LAHC commander discusses patient concerns in Wiregrass
Col. Patrick Denman, Lyster Army Health Clinic commander

FORT RUCKER, Ala. -- The following is a question and answer session with Col. Patrick Denman, Lyster Army Health Clinic commander regarding current health care issues facing patients at Fort Rucker.

Q: Overall how would you say that Lyster Army Health Clinic is doing'

A: Very well. If you look at the numbers, our patient satisfaction is high, around 92 percent. I also believe our staff morale is high because our Lyster Family strongly believes we are here for our beneficiaries, not the other way around. There is goodness in that.

Q: There have been rumors that the clinic is going through some changes to the organization, is that true'

A: Right now we are conducting a study to look at how to gain efficiencies in our business operations section. To be clear, this will not affect primary care or the delivery of care for patients. Our goal is to create synergy in the business operations sections like human resources, resource management, things like that but there should be no disruption in care.

Q: Why are you doing this study now'

A: Well first, it\'s been directed by the Army's Surgeon General. But really it was time to look at how to gain efficiencies. Lyster has gone through a lot of changes from being a small independent hospital in 2004 to being an ambulatory care center in 2005. There have been a lot of changes in the delivery of care, leadership and certainly the focus of how to take care of patients.

Q: What do you hope to do with the information you gather from this study'

A: Through this study we will be able to re-educate ourselves on what we do well regarding our patients and our primary mission in Aviation medicine, as well as how to best support and partner with the other medical components at Fort Rucker like our veterinary and dental clinics, Department of Veterans Affairs clinic, etc. We constantly strive to improve our processes. This is really all about taking care of our beneficiaries safely and effectively.

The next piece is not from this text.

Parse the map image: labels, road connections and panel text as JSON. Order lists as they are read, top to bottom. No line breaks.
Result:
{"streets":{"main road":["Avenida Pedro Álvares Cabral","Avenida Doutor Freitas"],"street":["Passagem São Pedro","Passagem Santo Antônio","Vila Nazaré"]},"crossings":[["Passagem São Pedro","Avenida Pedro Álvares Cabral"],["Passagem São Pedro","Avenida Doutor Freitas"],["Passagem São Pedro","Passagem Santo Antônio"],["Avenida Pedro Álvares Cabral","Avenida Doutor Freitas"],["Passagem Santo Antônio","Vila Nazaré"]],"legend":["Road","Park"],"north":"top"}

Q: Will there be any changes that patients will see'

A: Actually, yes. Soon, each one of our providers will be carrying a tablet computer (a laptop really) with them when they see a patient. This tablet will allow them to enter the patient's information in real time as well as expedite entering orders for other appointments like lab work or prescriptions. This is technology that many of our patients may have seen at other medical offices. Beginning in January, we will also be training our entire Lyster team on the third Wednesday of every month from noon to 4:30 p.m. Keeping a well-trained team is essential, and it should also help us standardize hours among our clinics and the ancillary services we provide.

Q: What else would you like your beneficiaries to know about LAHC'

A: We are here for our beneficiaries. We want to hear from them. I like to say that feedback is the breakfast of champions. No one should leave this facility feeling as though something is not right. We want to hear from you.

There are two ways our customers can approach bringing questions or concerns to our attention. First is to contact our patient representative, Martha Frausto. The second is to walk down to the command suite. I have an open-door policy and the coffee is always on and hot. We want our beneficiaries to leave with a "Wow" factor when they receive care here. We're working hard to get there and we welcome input to help us continue to improve.